Just to emphasise how hard faults are determining for performance – here is a plot of hard faults versus page count for the same application mentioned in the previous post.

The pattern is very similar, though it should be noted that increasing the page count does still keep the fault count coming down at the far end – but not by enough to outweigh the negative effects of having larger page tables to search through when checking for faults and looking for the least recently used page and the like.

## Squashing the LRU bug

Just for once I did not rush to an online forum and say I had found a bug in a product – and I was right not too.

Having tried three different cross compiler toolchains I convinced myself that the issue was plainly neither compiler (or, to be more accurate in this case, assembler) output but some process in my code that was causing corruption. And sure enough I found that I was mangling the physical addresses of my page frames.

Thanks to the way OVPsim operates – by default it provides physical mappings on demand for the full 4GB address space of a 32 bit register – this mangling did not generate a page fault, but it did mean that for certain sequences of instructions – particularly those where lots of page faults were likely to occur, memory was being corrupted.

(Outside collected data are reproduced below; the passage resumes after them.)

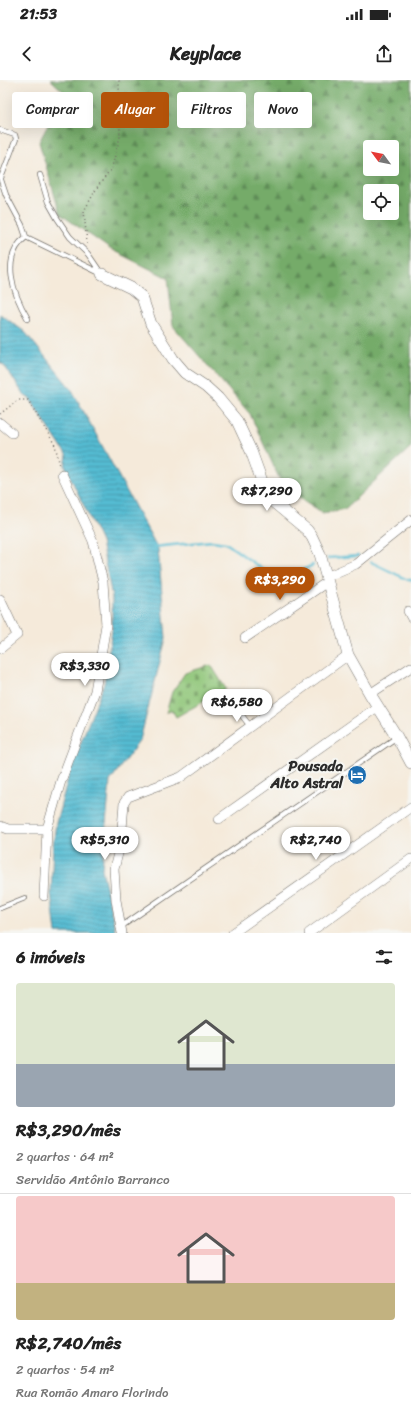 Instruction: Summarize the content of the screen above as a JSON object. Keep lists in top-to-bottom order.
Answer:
{
  "places": {
    "hotel": ["Pousada Alto Astral"]
  },
  "north": "top left",
  "page": {
    "status": "21:53",
    "header": "Keyplace",
    "chip": [
      "Comprar",
      "Alugar",
      "Filtros",
      "Novo"
    ],
    "price": [
      "R$7,290",
      "R$3,290",
      "R$3,330",
      "R$6,580",
      "R$5,310",
      "R$2,740"
    ],
    "heading": "6 imóveis",
    "list": [
      {
        "name": "R$3,290/mês",
        "note": "2 quartos · 64 m² · Servidão Antônio Barranco"
      },
      {
        "name": "R$2,740/mês",
        "note": "2 quartos · 54 m² · Rua Romão Amaro Florindo"
      }
    ]
  }
}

Changing one line of assembly – so that virtual address output was written to virtual address slot and not the physical address slot in my simple list of page table entries fixed that.

So now the code works – at least I think it does!

## Curiouser and curiouser – the case of the LRU bug

My LRU queue bug is continuing to puzzle me – and it’s not as simple as a data misalignment. In fact it does not appear to be a data misalignment issue at all: before I was trapping a lot of hardware exceptions under that header because it was a common fault when I got the code wrong, but a closer examination showed it to be an illegal opcode exception.

How that could be caused by the size of the local memory we were simulating was beyond me – but perhaps some code was being pushed out of alignment and an illegal instruction created, I thought.

But that does not appear to be the issue at all – in fact the really puzzling thing is that the exact same string of opcodes at the same addresses runs without a problem in the version with the functional memory sizes as with the “broken” memory sizes.

The only difference seems to be that when the broken code (ie the setup with the non $mod 4$ number of 4k memory pages) raises an illegal opcode exception, the good code raises a page fault.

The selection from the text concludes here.